== EXCERPTED DATA ==

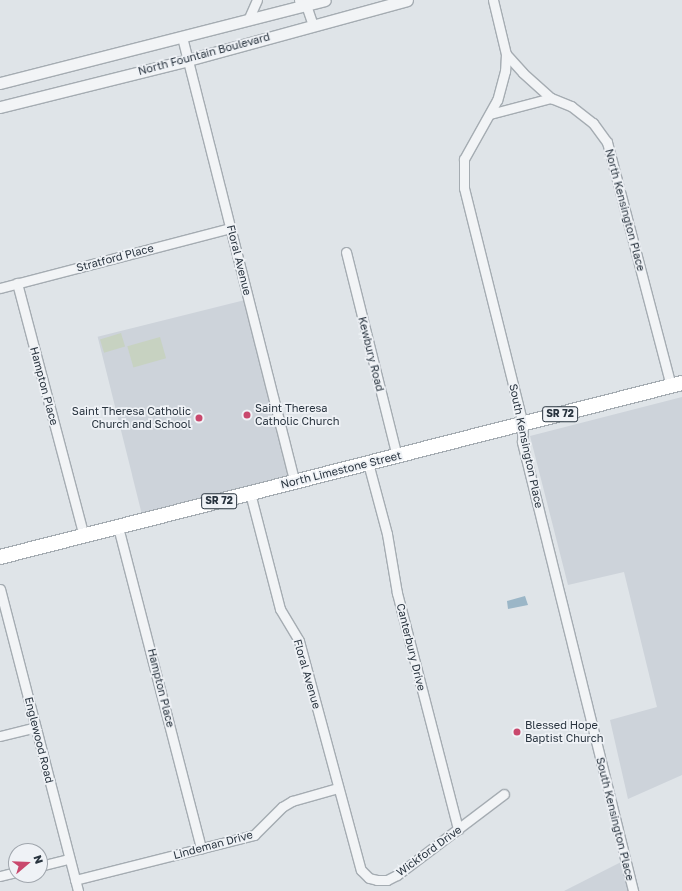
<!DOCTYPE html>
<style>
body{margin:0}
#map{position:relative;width:682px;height:891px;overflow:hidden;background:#dfe4e8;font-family:"Golos Text",sans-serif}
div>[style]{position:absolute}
.built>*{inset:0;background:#cdd3da;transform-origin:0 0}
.green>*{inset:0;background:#c7d2c1;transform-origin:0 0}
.water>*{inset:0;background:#9bb6c7}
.roads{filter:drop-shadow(1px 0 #a5acb2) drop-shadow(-1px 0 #a5acb2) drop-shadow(0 1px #a5acb2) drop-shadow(0 -1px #a5acb2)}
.minor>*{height:9px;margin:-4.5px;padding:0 4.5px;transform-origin:4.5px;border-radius:4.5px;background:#f2f4f6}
.tertiary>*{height:11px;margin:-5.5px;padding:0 5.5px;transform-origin:5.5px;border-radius:5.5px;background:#f2f4f6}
.primary>*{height:14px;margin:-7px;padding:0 7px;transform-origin:7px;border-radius:7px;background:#fff}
.dots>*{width:11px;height:11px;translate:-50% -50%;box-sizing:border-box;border:2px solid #eff2f6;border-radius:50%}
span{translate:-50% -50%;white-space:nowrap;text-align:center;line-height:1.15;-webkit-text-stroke:3.5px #eff2f6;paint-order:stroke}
.shield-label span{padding:1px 3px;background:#eff2f6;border:1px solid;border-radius:3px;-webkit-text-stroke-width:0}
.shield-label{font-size:10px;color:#29343f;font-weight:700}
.street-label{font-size:11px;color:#29343f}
.poi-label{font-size:11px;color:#29343f}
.left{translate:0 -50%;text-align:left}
.right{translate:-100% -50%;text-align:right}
.north{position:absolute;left:8px;top:843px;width:40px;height:40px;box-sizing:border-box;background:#eff2f6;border:1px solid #a0a6ad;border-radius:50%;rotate:71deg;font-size:11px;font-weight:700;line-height:16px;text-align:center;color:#29343f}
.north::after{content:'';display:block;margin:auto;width:14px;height:18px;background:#c9486d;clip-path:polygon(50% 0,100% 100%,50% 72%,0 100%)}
</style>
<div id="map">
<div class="built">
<i style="left:249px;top:299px;width:189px;height:156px;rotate:76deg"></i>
<i style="clip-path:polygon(682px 397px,682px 775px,628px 799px,610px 720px,657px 707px,624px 572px,568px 585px,530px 436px)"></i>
<i style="clip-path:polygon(625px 860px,633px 891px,564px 891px)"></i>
</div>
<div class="green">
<i style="left:121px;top:333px;width:14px;height:22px;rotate:73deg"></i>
<i style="left:160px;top:337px;width:22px;height:34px;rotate:74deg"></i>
</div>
<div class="water">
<i style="clip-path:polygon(525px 596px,528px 605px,508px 609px,507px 601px)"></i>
</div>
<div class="roads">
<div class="minor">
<i style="left:299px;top:0;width:9px;rotate:36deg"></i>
<i style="left:306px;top:5px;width:21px;rotate:71deg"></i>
<i style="left:493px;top:0;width:56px;rotate:76.5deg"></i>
<i style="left:506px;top:54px;width:17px;rotate:93deg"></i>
<i style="left:505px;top:71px;width:30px;rotate:105deg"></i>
<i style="left:497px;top:100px;width:68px;rotate:119.2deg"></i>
<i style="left:464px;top:159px;width:29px;rotate:90deg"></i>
<i style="left:464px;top:188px;width:243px;rotate:76deg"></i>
<i style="left:523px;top:424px;width:18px;rotate:93deg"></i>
<i style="left:522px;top:442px;width:463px;rotate:76.1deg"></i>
<i style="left:248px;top:20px;width:22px;rotate:-66deg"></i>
<i style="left:182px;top:37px;width:459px;rotate:75.8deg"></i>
<i style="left:506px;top:54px;width:25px;rotate:48deg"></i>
<i style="left:523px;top:73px;width:38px;rotate:42deg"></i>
<i style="left:551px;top:98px;width:22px;rotate:22deg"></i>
<i style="left:571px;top:106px;width:28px;rotate:38deg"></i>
<i style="left:593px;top:123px;width:24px;rotate:54deg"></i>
<i style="left:607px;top:142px;width:252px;rotate:75.3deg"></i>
<i style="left:490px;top:114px;width:63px;rotate:-14.7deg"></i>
<i style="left:346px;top:252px;width:210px;rotate:76deg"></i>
<i style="left:17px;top:283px;width:262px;rotate:75.2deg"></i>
<i style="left:0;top:288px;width:238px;rotate:-14.6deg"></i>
<i style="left:368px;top:463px;width:73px;rotate:75deg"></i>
<i style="left:387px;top:534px;width:60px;rotate:80.4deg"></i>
<i style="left:397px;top:593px;width:244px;rotate:75.5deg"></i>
<i style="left:250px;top:493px;width:120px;rotate:75.5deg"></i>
<i style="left:280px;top:609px;width:37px;rotate:59deg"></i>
<i style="left:299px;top:641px;width:237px;rotate:74.9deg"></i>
<i style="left:361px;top:870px;width:11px;rotate:45deg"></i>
<i style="left:369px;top:878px;width:8px;rotate:14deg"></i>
<i style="left:377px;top:880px;width:10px"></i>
<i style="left:387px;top:880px;width:11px;rotate:-27deg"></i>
<i style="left:397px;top:875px;width:134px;rotate:-37.1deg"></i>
<i style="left:118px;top:527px;width:332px;rotate:75.5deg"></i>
<i style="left:0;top:589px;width:312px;rotate:75.5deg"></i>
<i style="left:0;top:736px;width:36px;rotate:-14deg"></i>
<i style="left:40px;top:866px;width:30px;rotate:-14deg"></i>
<i style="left:0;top:876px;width:16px;rotate:-14deg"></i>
<i style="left:75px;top:880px;width:185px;rotate:-14.1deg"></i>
<i style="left:254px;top:835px;width:40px;rotate:-45deg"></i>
<i style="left:282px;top:807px;width:12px;rotate:-31deg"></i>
<i style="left:292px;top:801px;width:48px;rotate:-15.8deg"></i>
</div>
<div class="tertiary">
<i style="left:0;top:83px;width:335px;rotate:-14.3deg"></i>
<i style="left:0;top:107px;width:194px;rotate:-14deg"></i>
<i style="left:188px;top:60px;width:227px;rotate:-15.3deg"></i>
</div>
<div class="primary">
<i style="left:0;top:557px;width:704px;rotate:-14.31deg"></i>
</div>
</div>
<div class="dots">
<i style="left:247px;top:415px;background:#c9486d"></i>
<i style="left:199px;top:418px;background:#c9486d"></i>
<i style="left:517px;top:732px;background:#c9486d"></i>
</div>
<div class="shield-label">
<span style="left:560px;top:414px">SR 72</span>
<span style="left:219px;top:501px">SR 72</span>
</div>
<div class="street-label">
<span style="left:204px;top:54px;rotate:-15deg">North Fountain Boulevard</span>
<span style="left:625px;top:210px;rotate:75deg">North Kensington Place</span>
<span style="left:115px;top:258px;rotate:-15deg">Stratford Place</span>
<span style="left:239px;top:260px;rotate:76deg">Floral Avenue</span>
<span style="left:371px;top:354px;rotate:76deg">Kewbury Road</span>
<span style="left:44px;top:386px;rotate:75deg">Hampton Place</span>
<span style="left:526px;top:446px;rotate:78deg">South Kensington Place</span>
<span style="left:341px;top:470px;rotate:-14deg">North Limestone Street</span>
<span style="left:411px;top:647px;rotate:76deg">Canterbury Drive</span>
<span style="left:307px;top:674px;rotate:74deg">Floral Avenue</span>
<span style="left:161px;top:688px;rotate:76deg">Hampton Place</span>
<span style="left:39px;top:740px;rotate:76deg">Englewood Road</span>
<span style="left:615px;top:819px;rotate:76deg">South Kensington Place</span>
<span style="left:213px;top:845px;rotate:-15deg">Lindeman Drive</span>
<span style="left:429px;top:851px;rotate:-36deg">Wickford Drive</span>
</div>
<div class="poi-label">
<span class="left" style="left:255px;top:415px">Saint Theresa<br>Catholic Church</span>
<span class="right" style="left:191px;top:418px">Saint Theresa Catholic<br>Church and School</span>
<span class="left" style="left:525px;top:732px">Blessed Hope<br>Baptist Church</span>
</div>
<div class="north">N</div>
</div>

===

● WHAT IS REQUIRED: Pull every line with the string "green" from the data above.

● OUTPUT FOR THIS EXERCISE:
.green>*{inset:0;background:#c7d2c1;transform-origin:0 0}
<div class="green">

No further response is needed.